Lost in Translation

James Joyce’s The Dead, from Dubliners, is one of the most beautiful novellas in English or any language. In some 60 pages, it evokes a handful of individuals at a Christmastime party with precision and sympathy, placing them with masterly suggestiveness inside a milieu, a society, an era, the world. Fin-de-siècle Dublin may not seem all that prototypical, yet when the writer’s eye and ear are this sharp, they push through to the penetralia of the soul, no matter how parochial its trappings.

The humor and melancholy of these intersecting lives are apportioned with the minuteness of apothecary measures, balancing contrary ingredients with the care usually reserved for life-and-death matters. The work’s two poles are the fading from life of the elderly Julia Morkan, a spinster music teacher, and the crumbling marital bliss of her nephew, Gabriel Conroy, the authorial alter ego. Gabriel discovers that Gretta, his wife and the mother of his children, will never love him with the pure intensity of the platonic feelings she harbors for Michael Furey, a sickly youth who defied a long-ago chilly winter night to serenade her, thereby courting death more successfully than he’d courted her.

At the party given by three music teachers – the aging Morkan sisters and their niece, Mary Jane – another Michael, a music student, sings for the guests, rekindles Gretta’s repressed memories, and sparks in Gabriel a newfound jealousy of that long-buried swain. Out of this and the sketches of other party guests, plus the snow falling over Ireland that night, Joyce conjures a portrait gallery that looms larger, and penetrates deeper, with every magisterial sentence.

Here the fine amateur singer, the graceful lyric poet, and the master fictionist in Joyce combine to write prose whose final paragraphs, almost unbearably sad and beautiful, sing out in a bittersweet simplicity available only to supreme artists. Which is why The Dead should be left on the page, where it has built itself an impregnable home.

But fools will rush in. The gifted John Huston could not make his movie version work, despite a tremendous performance by Donal McCann as the writer Gabriel Conroy at his career crossroads and conjugal cul-de-sac. Even so, the film was only a shortfall; the new musical play, with Christopher Walken as Gabriel, is a deadfall that traps and kills the spirit. Walken walks through the piece as part robot, part zombie, or, most kindly put, the stage manager, who, in Walken’s absence, is walking through a rehearsal, script in hand.
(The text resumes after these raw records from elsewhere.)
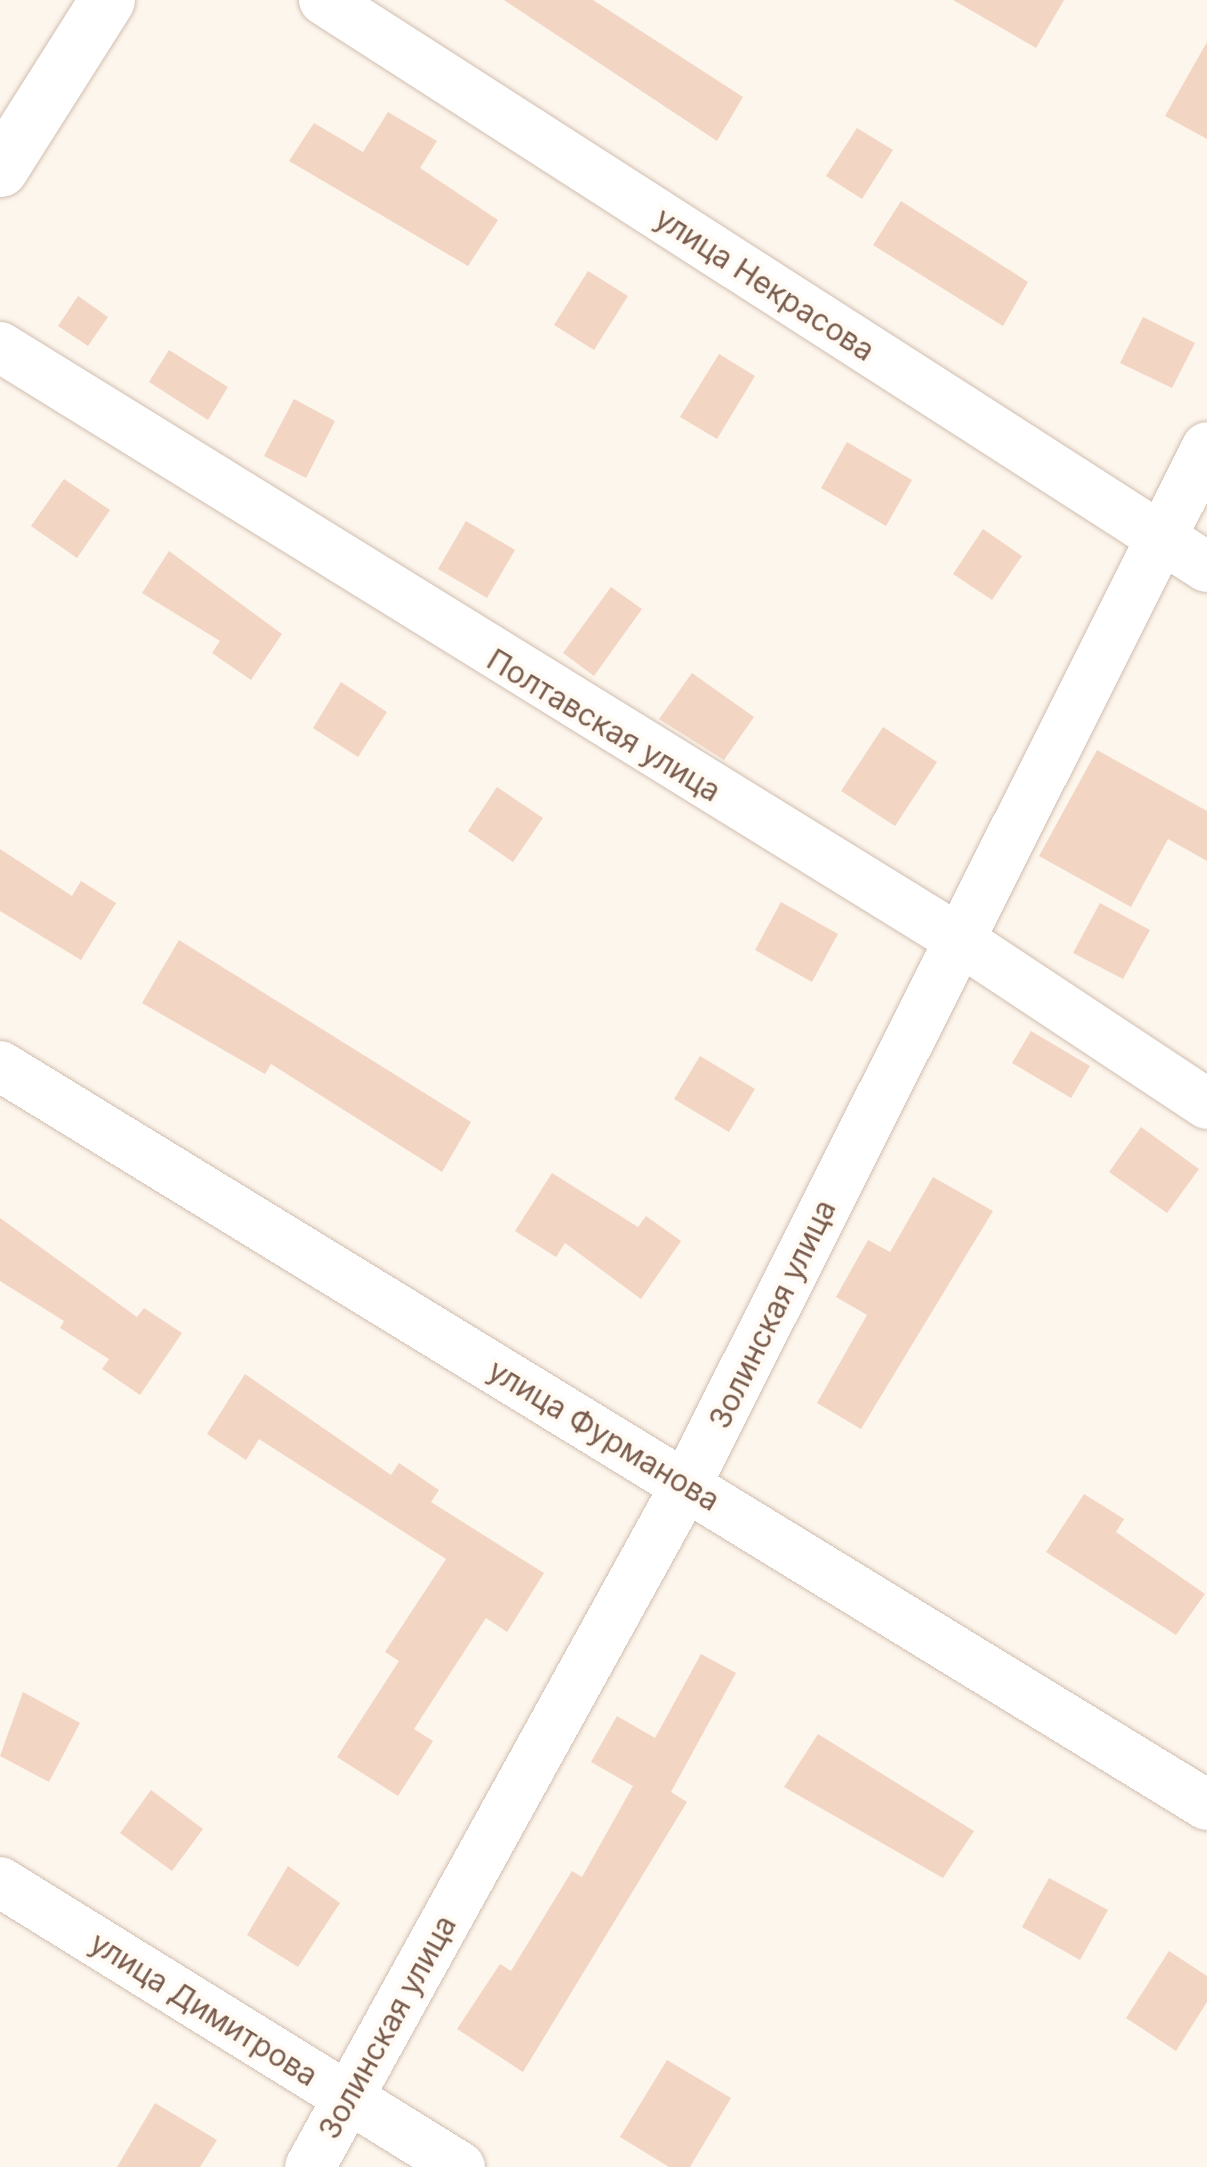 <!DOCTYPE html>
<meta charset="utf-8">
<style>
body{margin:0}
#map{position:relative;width:1207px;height:2167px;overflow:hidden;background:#fdf6ec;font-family:Inter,sans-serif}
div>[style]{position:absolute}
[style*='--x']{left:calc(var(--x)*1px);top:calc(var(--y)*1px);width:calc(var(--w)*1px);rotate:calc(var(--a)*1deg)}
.building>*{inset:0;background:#f3d5c3}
.roads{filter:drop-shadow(0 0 2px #d1beb0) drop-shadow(0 0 2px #d1beb0)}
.minor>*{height:50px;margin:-25px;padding:0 25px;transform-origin:25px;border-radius:25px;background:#fff}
.secondary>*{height:55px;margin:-27.5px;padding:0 27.5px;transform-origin:27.5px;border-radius:27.5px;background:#fff}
span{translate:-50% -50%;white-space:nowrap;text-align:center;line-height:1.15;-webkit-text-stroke:8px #fffaf3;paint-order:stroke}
.street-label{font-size:30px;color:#7a5c4d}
</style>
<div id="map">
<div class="building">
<i style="clip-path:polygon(504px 0,593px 0,743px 97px,717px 141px)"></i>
<i style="clip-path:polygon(953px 0,1064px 0,1036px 48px)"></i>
<i style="clip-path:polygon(1207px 42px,1207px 139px,1165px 116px)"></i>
<i style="clip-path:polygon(388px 112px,437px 141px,420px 168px,498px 220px,468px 266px,289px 161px,314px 123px,363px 152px)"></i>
<i style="clip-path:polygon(857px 128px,893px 150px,862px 199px,826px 176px)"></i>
<i style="clip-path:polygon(901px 201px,1028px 282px,1003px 326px,873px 245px)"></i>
<i style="clip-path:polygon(588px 271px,628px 296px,594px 350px,554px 325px)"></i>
<i style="clip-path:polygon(78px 296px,108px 317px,88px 346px,58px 326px)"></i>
<i style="clip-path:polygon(1143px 317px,1195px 343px,1172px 388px,1120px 363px)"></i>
<i style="clip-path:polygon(169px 350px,228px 387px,208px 420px,149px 382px)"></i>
<i style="clip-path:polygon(719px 354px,755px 376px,717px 439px,680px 417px)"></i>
<i style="clip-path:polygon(294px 399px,335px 421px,306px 478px,264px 456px)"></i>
<i style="clip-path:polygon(847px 442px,912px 480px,886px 526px,821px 488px)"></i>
<i style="clip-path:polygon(64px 479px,110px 510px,77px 558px,31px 526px)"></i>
<i style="clip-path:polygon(466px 521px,515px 550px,487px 598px,438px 569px)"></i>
<i style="clip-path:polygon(983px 529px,1022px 556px,992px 600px,953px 574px)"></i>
<i style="clip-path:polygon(169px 551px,282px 634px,251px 680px,212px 653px,220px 641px,142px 593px)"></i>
<i style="clip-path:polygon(611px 587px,642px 609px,594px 676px,563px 653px)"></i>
<i style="clip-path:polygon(692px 673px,754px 717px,724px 760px,659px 719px)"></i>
<i style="clip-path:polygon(341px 682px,387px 712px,358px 757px,313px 728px)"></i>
<i style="clip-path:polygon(883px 727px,937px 762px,895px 826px,841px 791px)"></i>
<i style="clip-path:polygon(1097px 750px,1207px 811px,1207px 861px,1168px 839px,1131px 907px,1039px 856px)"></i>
<i style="clip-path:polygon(497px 787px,543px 818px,513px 862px,468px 831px)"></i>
<i style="clip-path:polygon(0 849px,72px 896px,81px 881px,116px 903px,81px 960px,0 911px)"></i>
<i style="clip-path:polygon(781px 902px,838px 934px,812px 982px,755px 950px)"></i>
<i style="clip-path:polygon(1100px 903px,1150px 930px,1123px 979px,1073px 953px)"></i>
<i style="clip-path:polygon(179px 940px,471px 1122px,442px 1172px,271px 1064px,265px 1074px,142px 1003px)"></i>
<i style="clip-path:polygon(1031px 1031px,1090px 1066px,1071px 1098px,1012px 1063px)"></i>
<i style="clip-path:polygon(700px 1056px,755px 1089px,729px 1132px,674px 1099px)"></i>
<i style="clip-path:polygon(1141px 1127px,1199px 1169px,1167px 1213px,1109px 1172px)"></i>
<i style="clip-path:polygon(552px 1173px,638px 1227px,646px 1216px,681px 1241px,641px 1299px,565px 1243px,556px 1257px,515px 1231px)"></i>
<i style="clip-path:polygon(933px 1177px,993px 1211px,861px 1429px,817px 1403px,867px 1315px,836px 1297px,868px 1240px,890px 1252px)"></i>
<i style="clip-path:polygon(0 1218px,137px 1317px,144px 1308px,182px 1333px,140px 1395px,102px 1369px,109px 1359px,60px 1328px,64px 1321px,0 1281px)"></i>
<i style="clip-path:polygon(245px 1374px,391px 1475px,399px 1463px,439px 1490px,431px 1502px,544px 1573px,507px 1632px,486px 1618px,414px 1729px,433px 1741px,398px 1796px,337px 1757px,399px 1661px,385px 1652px,446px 1559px,259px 1439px,246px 1460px,207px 1434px)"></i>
<i style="clip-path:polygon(1084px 1494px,1124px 1519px,1116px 1532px,1205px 1594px,1176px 1635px,1046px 1552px)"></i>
<i style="clip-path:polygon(701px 1654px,736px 1673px,671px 1792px,687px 1802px,523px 2072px,457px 2029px,500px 1964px,511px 1971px,572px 1871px,582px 1877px,633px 1786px,591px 1762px,617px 1716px,655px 1738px)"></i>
<i style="clip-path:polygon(23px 1692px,80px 1723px,49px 1782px,0 1756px)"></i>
<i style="clip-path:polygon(818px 1734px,974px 1831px,943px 1878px,784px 1787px)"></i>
<i style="clip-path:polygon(151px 1790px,203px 1829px,172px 1871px,120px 1833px)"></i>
<i style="clip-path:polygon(288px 1866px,340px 1903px,298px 1967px,247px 1935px)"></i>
<i style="clip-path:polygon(1049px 1878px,1108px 1910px,1080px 1960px,1022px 1927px)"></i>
<i style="clip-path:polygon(1169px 1951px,1207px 1976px,1207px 2002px,1176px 2051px,1126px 2018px)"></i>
<i style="clip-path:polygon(667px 2060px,731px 2098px,690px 2167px,669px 2167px,620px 2137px)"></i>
<i style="clip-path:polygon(155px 2103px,217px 2140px,200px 2167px,117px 2167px)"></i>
</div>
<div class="roads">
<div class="minor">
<i style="--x:324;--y:0;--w:1049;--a:32.71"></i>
<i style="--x:0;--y:347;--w:1126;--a:31.71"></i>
<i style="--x:958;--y:939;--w:299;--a:33.5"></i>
<i style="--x:0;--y:1066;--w:1415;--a:31.48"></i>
<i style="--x:0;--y:1882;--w:541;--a:31.78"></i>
<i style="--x:310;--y:2167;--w:779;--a:-61.13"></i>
<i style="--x:686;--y:1485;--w:1161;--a:-63.35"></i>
</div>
<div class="secondary">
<i style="--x:0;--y:169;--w:200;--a:-57.7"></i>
</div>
</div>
<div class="street-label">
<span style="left:765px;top:284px;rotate:33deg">улица Некрасова</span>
<span style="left:604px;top:725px;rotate:31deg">Полтавская улица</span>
<span style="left:772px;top:1314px;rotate:-64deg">Золинская улица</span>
<span style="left:604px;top:1435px;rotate:31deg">улица Фурманова</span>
<span style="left:204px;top:2009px;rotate:32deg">улица Димитрова</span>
<span style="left:387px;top:2027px;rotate:-61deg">Золинская улица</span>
</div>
</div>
The others are all good or better. Sally Ann Howe’s Julia and Blair Brown’s Gretta are lancinatingly moving, followed closely by Marni Nixon, Paddy Croft, and Brian Davies, too long absent from the stage. Scarcely behind are Emily Skinner, Alice Ripley, and especially Stephen Spinella, who, as the erratic and excitable Freddy Malins, gives a performance to be lovingly pressed into the album of the memory. David Jenkins’s savvy sets, Jane Greenwood’s dignified costumes, and Jennifer Tipton’s tactful lighting likewise deserve warm praise.
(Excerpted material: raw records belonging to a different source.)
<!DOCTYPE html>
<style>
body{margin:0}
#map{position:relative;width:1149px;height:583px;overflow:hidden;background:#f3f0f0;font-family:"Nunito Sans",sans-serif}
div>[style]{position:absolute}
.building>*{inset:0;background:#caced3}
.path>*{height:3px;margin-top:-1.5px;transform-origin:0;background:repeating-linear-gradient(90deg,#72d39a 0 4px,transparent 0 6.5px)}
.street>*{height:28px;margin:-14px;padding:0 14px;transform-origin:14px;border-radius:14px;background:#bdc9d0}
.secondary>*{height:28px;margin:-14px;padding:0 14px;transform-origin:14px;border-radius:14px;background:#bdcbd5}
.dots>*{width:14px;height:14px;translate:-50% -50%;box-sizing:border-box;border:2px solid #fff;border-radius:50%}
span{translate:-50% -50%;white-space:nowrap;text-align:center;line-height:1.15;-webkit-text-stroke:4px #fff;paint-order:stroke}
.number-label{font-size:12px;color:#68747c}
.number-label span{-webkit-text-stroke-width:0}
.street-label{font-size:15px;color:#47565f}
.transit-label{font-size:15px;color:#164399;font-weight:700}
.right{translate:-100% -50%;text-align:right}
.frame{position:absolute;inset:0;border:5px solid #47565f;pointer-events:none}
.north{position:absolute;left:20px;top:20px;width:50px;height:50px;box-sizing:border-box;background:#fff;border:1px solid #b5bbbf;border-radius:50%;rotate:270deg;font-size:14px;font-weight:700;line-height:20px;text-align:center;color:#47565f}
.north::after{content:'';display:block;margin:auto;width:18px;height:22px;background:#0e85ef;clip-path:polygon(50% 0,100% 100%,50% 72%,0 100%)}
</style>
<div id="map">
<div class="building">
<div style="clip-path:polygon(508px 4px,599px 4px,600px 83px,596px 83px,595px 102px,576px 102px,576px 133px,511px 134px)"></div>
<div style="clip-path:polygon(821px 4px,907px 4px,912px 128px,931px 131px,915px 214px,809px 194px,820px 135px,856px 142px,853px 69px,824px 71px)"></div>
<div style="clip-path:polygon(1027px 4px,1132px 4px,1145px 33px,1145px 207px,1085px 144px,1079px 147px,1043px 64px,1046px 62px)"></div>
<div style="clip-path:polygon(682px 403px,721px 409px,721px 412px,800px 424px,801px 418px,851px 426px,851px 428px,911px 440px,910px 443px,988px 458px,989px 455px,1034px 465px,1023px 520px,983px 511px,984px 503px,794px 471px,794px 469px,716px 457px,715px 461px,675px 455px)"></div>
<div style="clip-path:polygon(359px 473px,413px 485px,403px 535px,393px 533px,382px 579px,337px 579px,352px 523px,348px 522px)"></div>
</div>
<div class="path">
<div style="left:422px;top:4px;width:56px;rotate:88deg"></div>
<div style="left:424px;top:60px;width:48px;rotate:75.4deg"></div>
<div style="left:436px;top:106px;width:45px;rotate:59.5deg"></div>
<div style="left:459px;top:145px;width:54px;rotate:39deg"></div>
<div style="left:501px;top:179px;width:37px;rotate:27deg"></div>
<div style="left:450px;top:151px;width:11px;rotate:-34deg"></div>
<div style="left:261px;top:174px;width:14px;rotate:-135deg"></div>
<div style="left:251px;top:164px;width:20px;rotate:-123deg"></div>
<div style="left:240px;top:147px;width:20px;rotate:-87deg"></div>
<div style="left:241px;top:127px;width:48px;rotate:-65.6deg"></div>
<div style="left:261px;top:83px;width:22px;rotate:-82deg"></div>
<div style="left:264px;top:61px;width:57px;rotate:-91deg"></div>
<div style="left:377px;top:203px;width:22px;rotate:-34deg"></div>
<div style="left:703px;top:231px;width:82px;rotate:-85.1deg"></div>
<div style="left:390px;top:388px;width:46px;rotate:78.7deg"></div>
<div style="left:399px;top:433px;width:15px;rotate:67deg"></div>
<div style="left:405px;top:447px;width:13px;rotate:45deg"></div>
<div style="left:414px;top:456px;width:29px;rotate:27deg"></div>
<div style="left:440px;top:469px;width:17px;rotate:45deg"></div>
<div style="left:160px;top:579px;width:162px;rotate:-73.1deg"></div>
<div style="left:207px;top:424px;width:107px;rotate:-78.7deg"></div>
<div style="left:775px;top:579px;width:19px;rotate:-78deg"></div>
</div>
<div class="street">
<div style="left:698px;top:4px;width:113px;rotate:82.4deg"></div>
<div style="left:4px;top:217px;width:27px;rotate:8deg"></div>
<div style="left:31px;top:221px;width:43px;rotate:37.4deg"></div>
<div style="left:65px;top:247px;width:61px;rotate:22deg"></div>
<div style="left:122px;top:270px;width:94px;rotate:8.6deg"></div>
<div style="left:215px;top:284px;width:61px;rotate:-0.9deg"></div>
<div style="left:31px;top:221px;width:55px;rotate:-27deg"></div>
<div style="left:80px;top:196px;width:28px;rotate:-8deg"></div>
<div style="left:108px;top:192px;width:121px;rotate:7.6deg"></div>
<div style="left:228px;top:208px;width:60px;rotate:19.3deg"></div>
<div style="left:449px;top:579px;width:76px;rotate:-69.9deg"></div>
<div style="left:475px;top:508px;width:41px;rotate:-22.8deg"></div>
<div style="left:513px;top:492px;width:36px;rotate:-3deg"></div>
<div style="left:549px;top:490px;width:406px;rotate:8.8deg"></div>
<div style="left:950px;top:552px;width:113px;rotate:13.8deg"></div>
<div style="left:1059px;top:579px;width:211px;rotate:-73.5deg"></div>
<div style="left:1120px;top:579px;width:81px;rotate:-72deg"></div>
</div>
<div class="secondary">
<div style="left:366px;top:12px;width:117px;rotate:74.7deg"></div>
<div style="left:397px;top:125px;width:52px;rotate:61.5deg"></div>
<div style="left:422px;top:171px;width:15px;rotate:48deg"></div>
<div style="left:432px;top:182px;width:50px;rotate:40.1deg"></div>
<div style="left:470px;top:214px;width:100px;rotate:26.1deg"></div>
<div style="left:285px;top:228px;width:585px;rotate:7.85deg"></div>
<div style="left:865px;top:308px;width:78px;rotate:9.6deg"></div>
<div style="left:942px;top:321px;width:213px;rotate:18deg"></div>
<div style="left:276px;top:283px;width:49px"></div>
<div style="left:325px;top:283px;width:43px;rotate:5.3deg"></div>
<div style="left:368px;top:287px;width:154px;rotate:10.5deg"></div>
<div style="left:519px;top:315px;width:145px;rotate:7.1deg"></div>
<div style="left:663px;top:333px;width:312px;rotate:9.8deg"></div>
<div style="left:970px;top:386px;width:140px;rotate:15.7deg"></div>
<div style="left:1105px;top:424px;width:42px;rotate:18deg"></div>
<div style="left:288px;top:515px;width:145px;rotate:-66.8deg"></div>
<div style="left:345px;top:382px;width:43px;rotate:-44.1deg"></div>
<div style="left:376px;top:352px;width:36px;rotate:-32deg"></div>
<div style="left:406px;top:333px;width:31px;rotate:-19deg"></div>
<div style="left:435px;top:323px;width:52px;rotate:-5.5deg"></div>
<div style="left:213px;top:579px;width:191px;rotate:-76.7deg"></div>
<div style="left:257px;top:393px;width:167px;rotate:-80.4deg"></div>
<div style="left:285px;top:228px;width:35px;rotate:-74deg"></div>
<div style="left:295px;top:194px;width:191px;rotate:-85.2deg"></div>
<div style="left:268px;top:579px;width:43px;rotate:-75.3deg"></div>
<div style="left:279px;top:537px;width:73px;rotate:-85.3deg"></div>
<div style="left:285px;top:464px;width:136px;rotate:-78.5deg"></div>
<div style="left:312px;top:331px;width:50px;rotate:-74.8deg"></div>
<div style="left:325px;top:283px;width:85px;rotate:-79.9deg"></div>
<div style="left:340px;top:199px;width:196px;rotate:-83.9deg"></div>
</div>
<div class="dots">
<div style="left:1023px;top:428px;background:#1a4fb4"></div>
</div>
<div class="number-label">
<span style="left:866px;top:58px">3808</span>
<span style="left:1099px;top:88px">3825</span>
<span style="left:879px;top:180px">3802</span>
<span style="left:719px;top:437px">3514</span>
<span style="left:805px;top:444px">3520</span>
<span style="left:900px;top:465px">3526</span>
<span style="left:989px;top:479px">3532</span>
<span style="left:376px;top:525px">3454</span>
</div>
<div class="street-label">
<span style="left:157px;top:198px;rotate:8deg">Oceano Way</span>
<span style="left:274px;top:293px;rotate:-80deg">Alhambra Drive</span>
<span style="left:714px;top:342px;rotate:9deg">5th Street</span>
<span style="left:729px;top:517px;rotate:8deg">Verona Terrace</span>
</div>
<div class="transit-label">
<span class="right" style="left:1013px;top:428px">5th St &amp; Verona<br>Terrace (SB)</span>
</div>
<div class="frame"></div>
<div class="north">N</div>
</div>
But there are also the instantly forgettable music of Shaun Davey, the cobbled-together lyrics of Richard Nelson, and the “book” by Nelson, who, not missing an eye like his heroic namesake, should not have purblindly undertaken the impossible. And even if the music were not negligible, not dragged in all too sporadically and arbitrarily, it would still prevent us from savoring the far greater music of Joyce’s words.